ただし410kg前後の牝馬で、今回サトノハクマイについて確認できる「スピード+持続+パワー」の材料と比較すると、こちらは軽さを生かすタイプとして見る。
④ブルードロップ
ロードカナロア産駒で戸崎圭太。
血統と騎手だけなら非常に買いやすい。
しかし新馬戦で最も避けたいのは、
「ロードカナロア×戸崎だから」という理由で⑧への評価を薄めること。
今回の⑧には、それ以上に具体的な調教過程と母系の裏付けがある。
⑨や④との馬連ではなく単勝
⑧が一番強いと判断しているのなら、⑧-④、⑧-⑨と相手を決める必要はない。
新馬戦は2着以下の順位ほど不確定要素が増える。
ならば、最も根拠が揃っている部分だけを買う。
それでも「絶対」とは言わない
ここは重要。
⑧サトノハクマイはまだ一度も実戦を走っていない。
したがって、
- 実戦のゲート
- 他馬に囲まれたときの反応
- 芝1600mの実戦ペース
- 道悪での実走性能
- 最後の坂での反応
は未確認。
兄弟や血統から「馬場が変わっても対応できそう」と推測することはできても、馬場不問を事実として断定することはできない。
だからこそ、今回の評価は「絶対勝つ馬」ではない。
11頭の中で、現時点で最も勝利に必要な材料が揃っている馬。
この表現が正確だ。
最終結論|3番人気なら⑧の単勝だけ
今回、馬連でも馬単でも三連系でもない。
⑧サトノハクマイが勝つ。
そこだけを買う。
最大のポイントは52秒5という時計ではない。
1週前にWコースで長めから負荷を掛けて終い11秒4。
最終週は坂路で52秒5を出しながら、併せ馬に手応え優勢。
最初の追い切りから動き、本数を重ねても質が落ちていない。
そして母系を掘れば、2歳重賞でスピードを見せたサイモンゼーレと、米G2ダートで2着したテーオーサンドニが同じ母から出ている。
速力だけではない。
持続力だけでもない。
芝だけに寄った血統でもない。
その背景と実際の調教内容が一致している。
これが今回、⑧を他の10頭より一段上に取る理由だ。
現時点で3番人気なら、この評価を馬券にする価値がある。
極端な馬体減、異常なテンション、発汗など明確な状態悪化が確認された場合、または芝が通常とは大きく異なる特殊なバイアスになった場合は再判断する。
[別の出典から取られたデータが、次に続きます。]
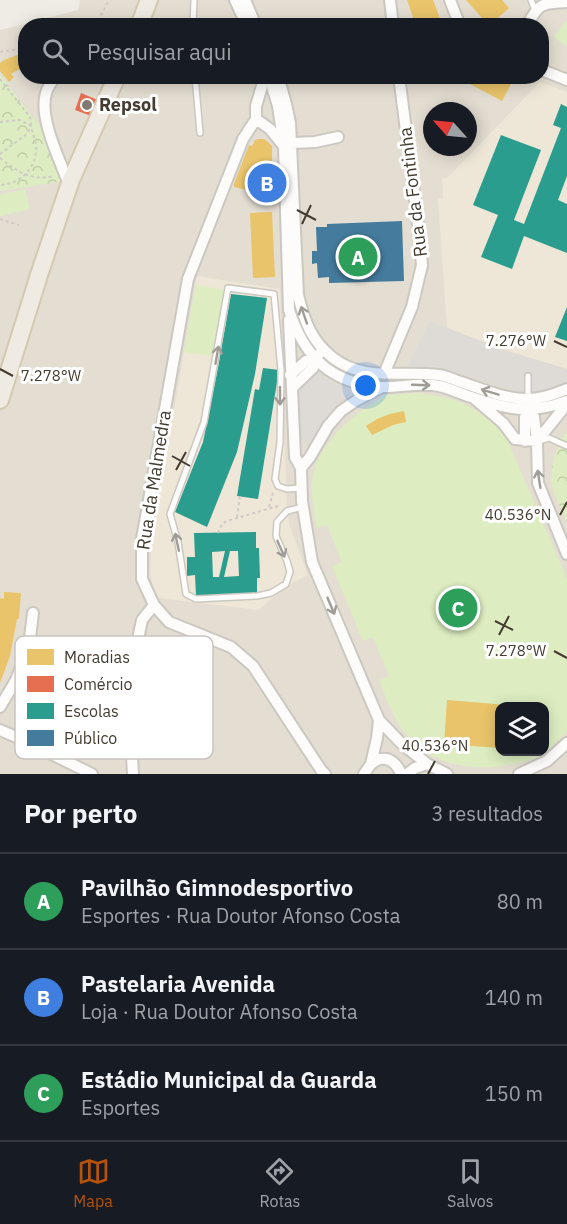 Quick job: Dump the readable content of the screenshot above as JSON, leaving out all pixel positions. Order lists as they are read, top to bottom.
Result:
{
  "streets": {
    "street": ["Rua da Fontinha", "Rua da Malmedra"]
  },
  "places": ["Repsol"],
  "legend": [
    "Moradias",
    "Comércio",
    "Escolas",
    "Público"
  ],
  "north": "top left",
  "page": {
    "search": "Pesquisar aqui",
    "pins": ["B", "A", "C"],
    "heading": ["Por perto", "3 resultados"],
    "list": [
      {
        "mark": "A",
        "name": "Pavilhão Gimnodesportivo",
        "note": "Esportes · Rua Doutor Afonso Costa",
        "value": "80 m"
      },
      {
        "mark": "B",
        "name": "Pastelaria Avenida",
        "note": "Loja · Rua Doutor Afonso Costa",
        "value": "140 m"
      },
      {
        "mark": "C",
        "name": "Estádio Municipal da Guarda",
        "note": "Esportes",
        "value": "150 m"
      }
    ],
    "nav": ["Mapa", "Rotas", "Salvos"]
  },
  "coordinates": ["7.276°W", "7.278°W", "40.536°N"]
}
単に人気が上がった・下がったという理由だけで能力評価は変更しない。
公開情報から拾った今回の重要材料
この記事で「耳寄り情報」として扱っている内容は、非公開の内部情報ではなく、新聞記事、公式データ、血統データなどの公開情報を横断して組み合わせたものです。
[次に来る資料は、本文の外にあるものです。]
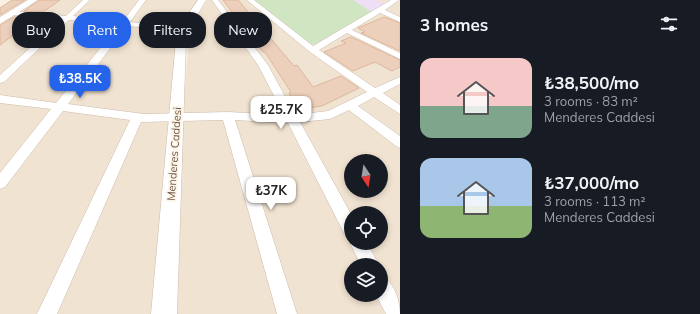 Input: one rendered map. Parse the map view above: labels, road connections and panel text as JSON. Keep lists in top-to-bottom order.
{
  "streets": {
    "street": ["Menderes Caddesi"]
  },
  "north": "bottom",
  "page": {
    "heading": "3 homes",
    "chip": [
      "Buy",
      "Rent",
      "Filters",
      "New"
    ],
    "list": [
      {
        "name": "₺38,500/mo",
        "note": "3 rooms · 83 m² · Menderes Caddesi"
      },
      {
        "name": "₺37,000/mo",
        "note": "3 rooms · 113 m² · Menderes Caddesi"
      }
    ],
    "price": ["₺38.5K", "₺25.7K", "₺37K"]
  }
} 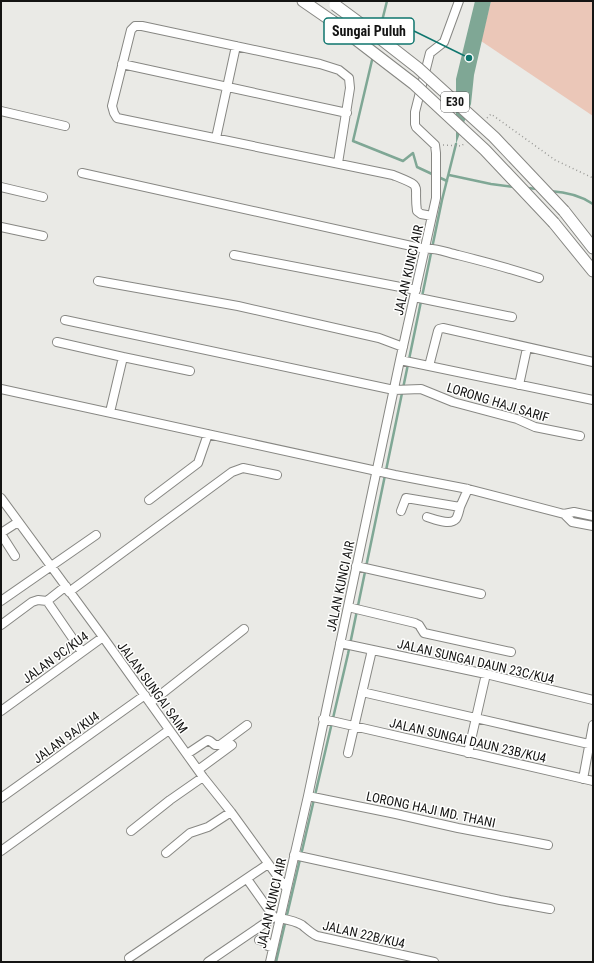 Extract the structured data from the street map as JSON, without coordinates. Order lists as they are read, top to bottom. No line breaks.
{"streets":{"highway":["E30"],"street":["JALAN KUNCI AIR","LORONG HAJI SARIF","JALAN 9C/KU4","JALAN SUNGAI DAUN 23C/KU4","JALAN SUNGAI SAIM","JALAN 9A/KU4","JALAN SUNGAI DAUN 23B/KU4","LORONG HAJI MD. THANI","JALAN 22B/KU4"]},"crossings":[["JALAN KUNCI AIR","LORONG HAJI SARIF"],["JALAN KUNCI AIR","JALAN SUNGAI DAUN 23C/KU4"],["JALAN KUNCI AIR","JALAN SUNGAI SAIM"],["JALAN KUNCI AIR","JALAN SUNGAI DAUN 23B/KU4"],["JALAN KUNCI AIR","LORONG HAJI MD. THANI"],["JALAN KUNCI AIR","JALAN 22B/KU4"],["JALAN 9C/KU4","JALAN SUNGAI SAIM"],["JALAN SUNGAI SAIM","JALAN 9A/KU4"]],"places":["Sungai Puluh"]}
- 最終追い:美浦坂路52.5-38.6-25.3-12.5
- 1週前:美浦W6F83.4-終い11.4
- 3歳馬との併せで手応え優勢
- 調教開始当初から動けている
- 調教本数を重ねても動きの質が落ちていない
- 斎藤誠師がスピードの持続力を評価
- 母父Pivotal
- 母母DanehurstはDanehill産駒
- 半兄サイモンゼーレは小倉2歳S2着
- 半兄テーオーサンドニは米G2アリシーバS2着
- 半兄ポールトゥウィン、ジャスティンガルフも中央複数勝利
参考: JRA公式出馬表 / JRA サトノハクマイ競走馬情報
※本記事は競馬予想であり、的中や利益を保証するものではありません。競馬には出遅れ、接触、進路、馬場状態など事前に予測できない要素があります。馬券購入は生活費や借入金を使用せず、余裕資金の範囲でお楽しみください。